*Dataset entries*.

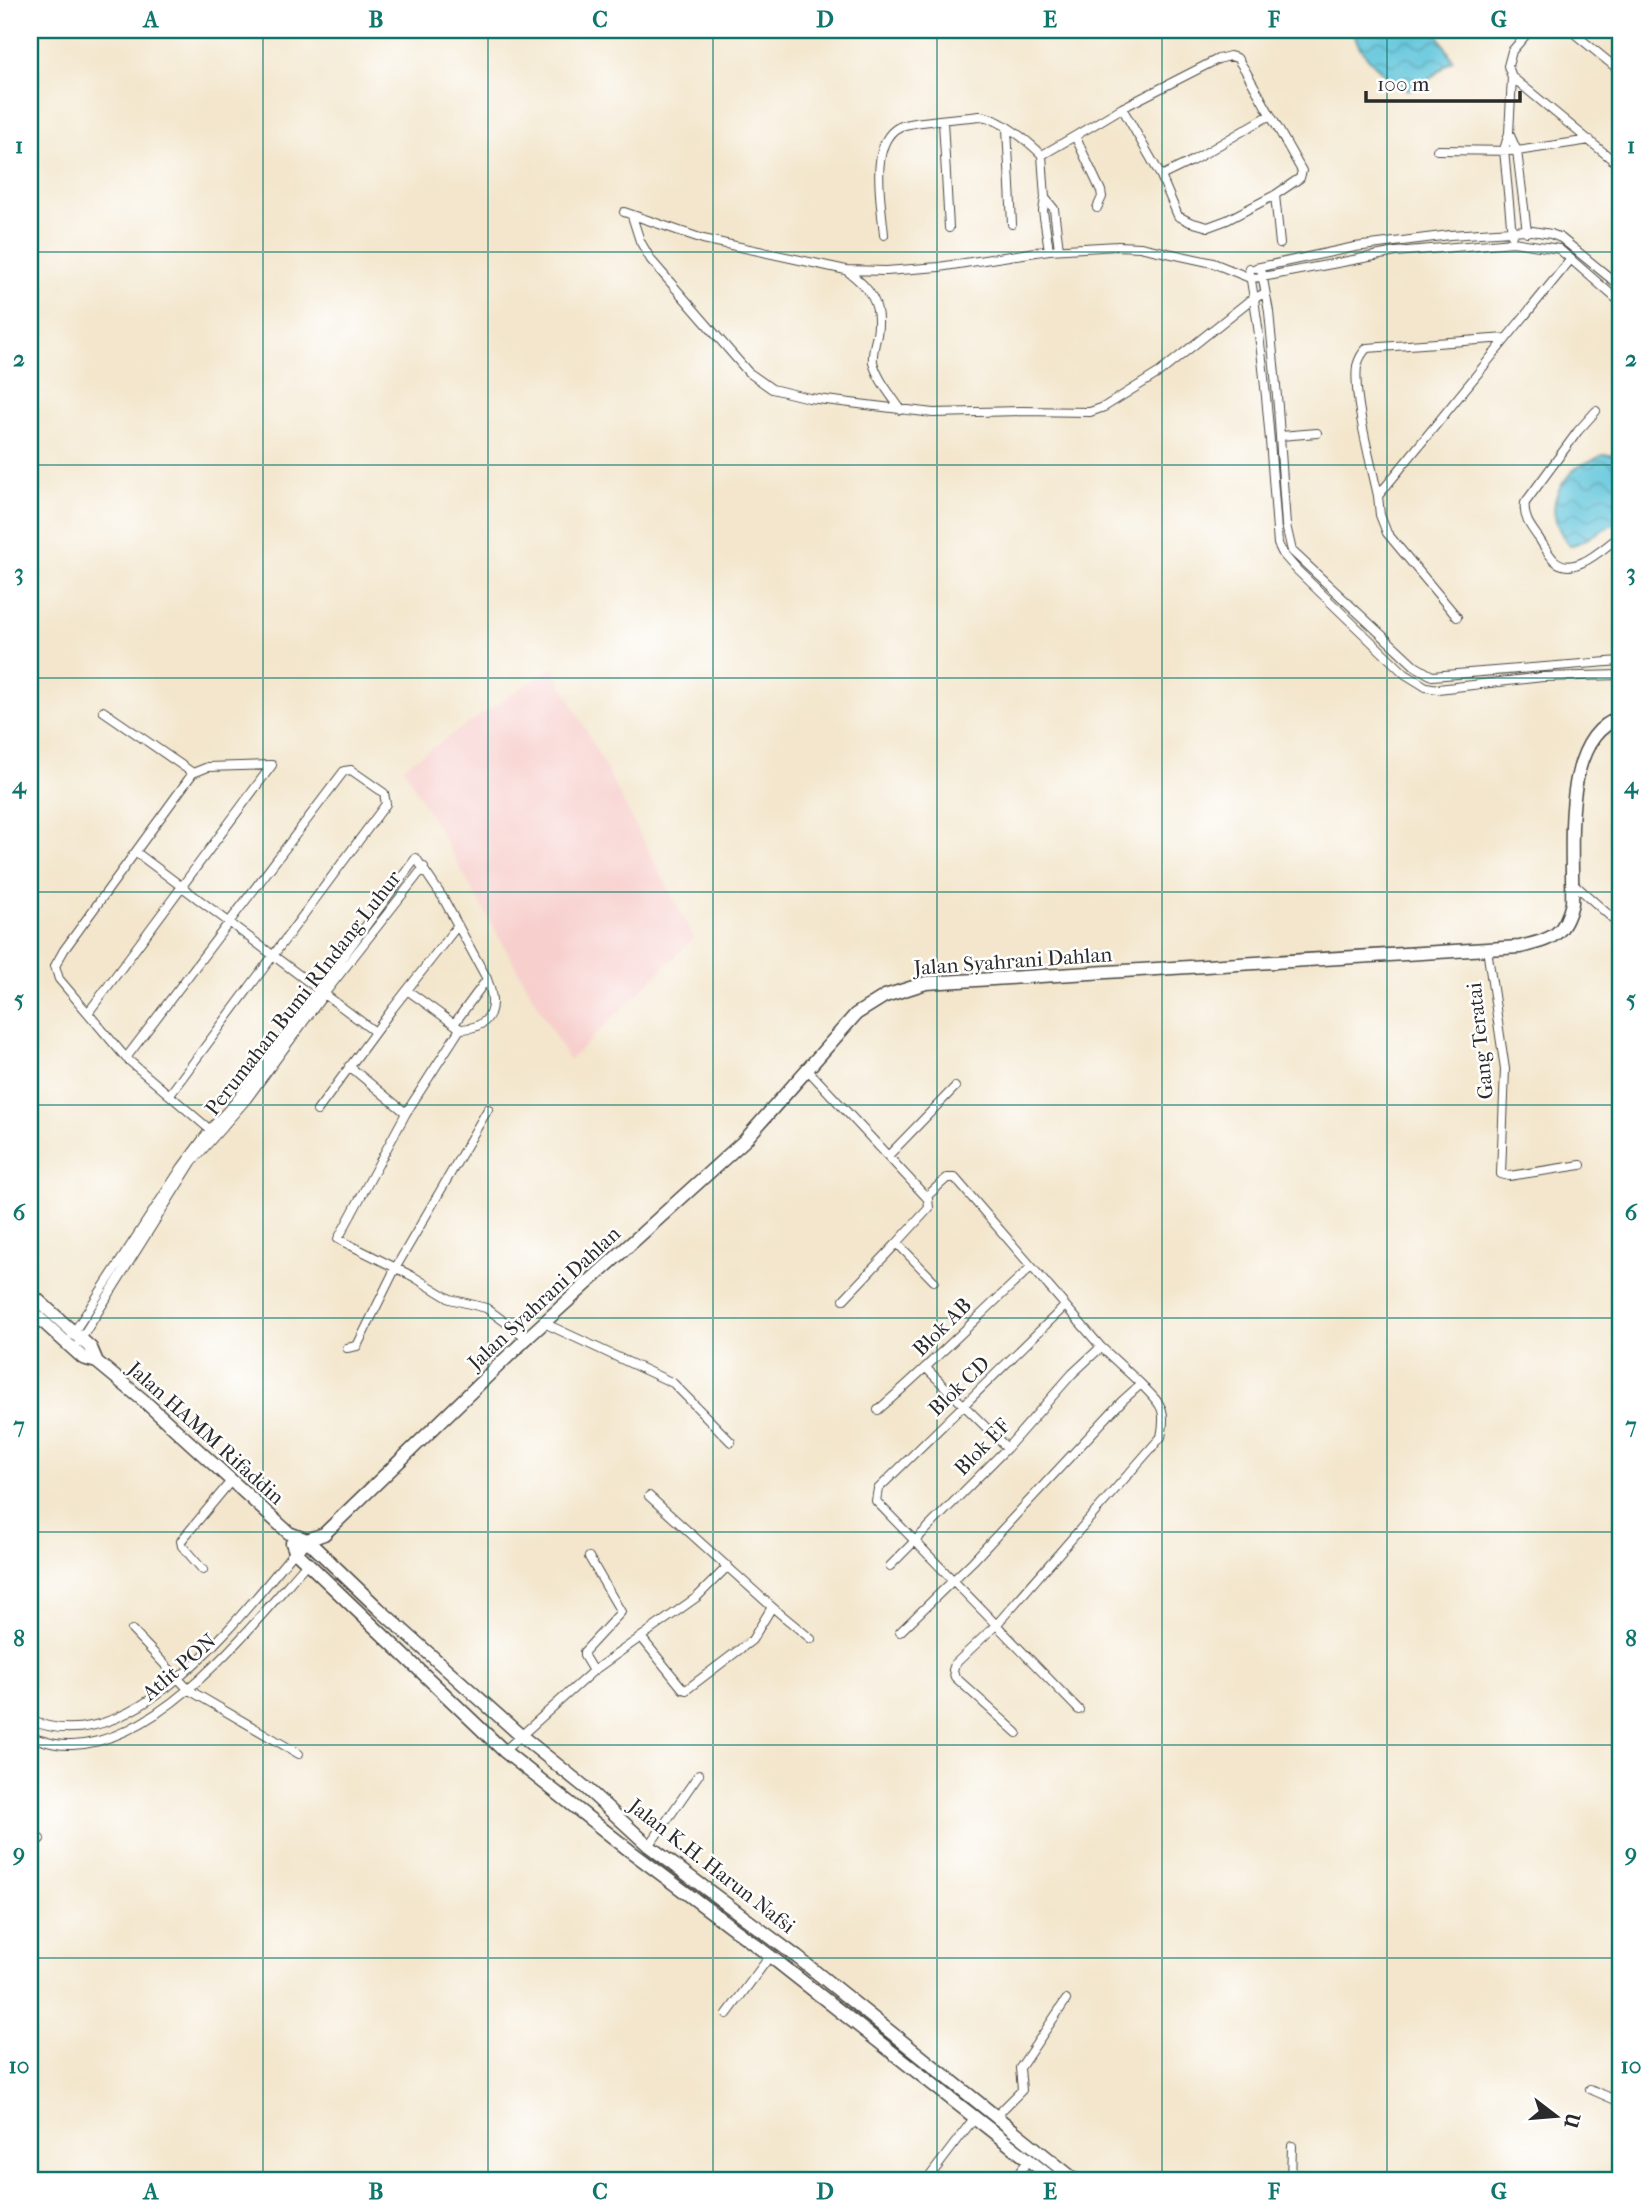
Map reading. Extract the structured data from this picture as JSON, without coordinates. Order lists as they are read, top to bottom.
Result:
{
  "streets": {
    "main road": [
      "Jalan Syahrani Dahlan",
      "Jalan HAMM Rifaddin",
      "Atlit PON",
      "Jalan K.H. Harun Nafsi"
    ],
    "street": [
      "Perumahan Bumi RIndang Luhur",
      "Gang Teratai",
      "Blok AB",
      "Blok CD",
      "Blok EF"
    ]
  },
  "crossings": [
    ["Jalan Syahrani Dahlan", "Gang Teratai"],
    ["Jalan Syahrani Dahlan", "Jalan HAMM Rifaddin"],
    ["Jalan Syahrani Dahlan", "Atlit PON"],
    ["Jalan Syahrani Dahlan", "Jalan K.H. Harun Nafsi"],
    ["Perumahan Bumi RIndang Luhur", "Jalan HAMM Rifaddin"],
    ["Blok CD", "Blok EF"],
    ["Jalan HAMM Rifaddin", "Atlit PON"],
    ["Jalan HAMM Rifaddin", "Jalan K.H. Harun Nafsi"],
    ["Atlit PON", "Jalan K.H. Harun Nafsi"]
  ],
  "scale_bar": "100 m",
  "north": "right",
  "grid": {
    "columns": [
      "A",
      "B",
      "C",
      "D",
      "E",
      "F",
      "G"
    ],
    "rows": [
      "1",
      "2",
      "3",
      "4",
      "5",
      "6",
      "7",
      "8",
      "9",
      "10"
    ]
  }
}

*Exercise requirements*.
Gather each line in the entries above where the string "Teratai" is found.

*Task solution*.
      "Gang Teratai",
    ["Jalan Syahrani Dahlan", "Gang Teratai"],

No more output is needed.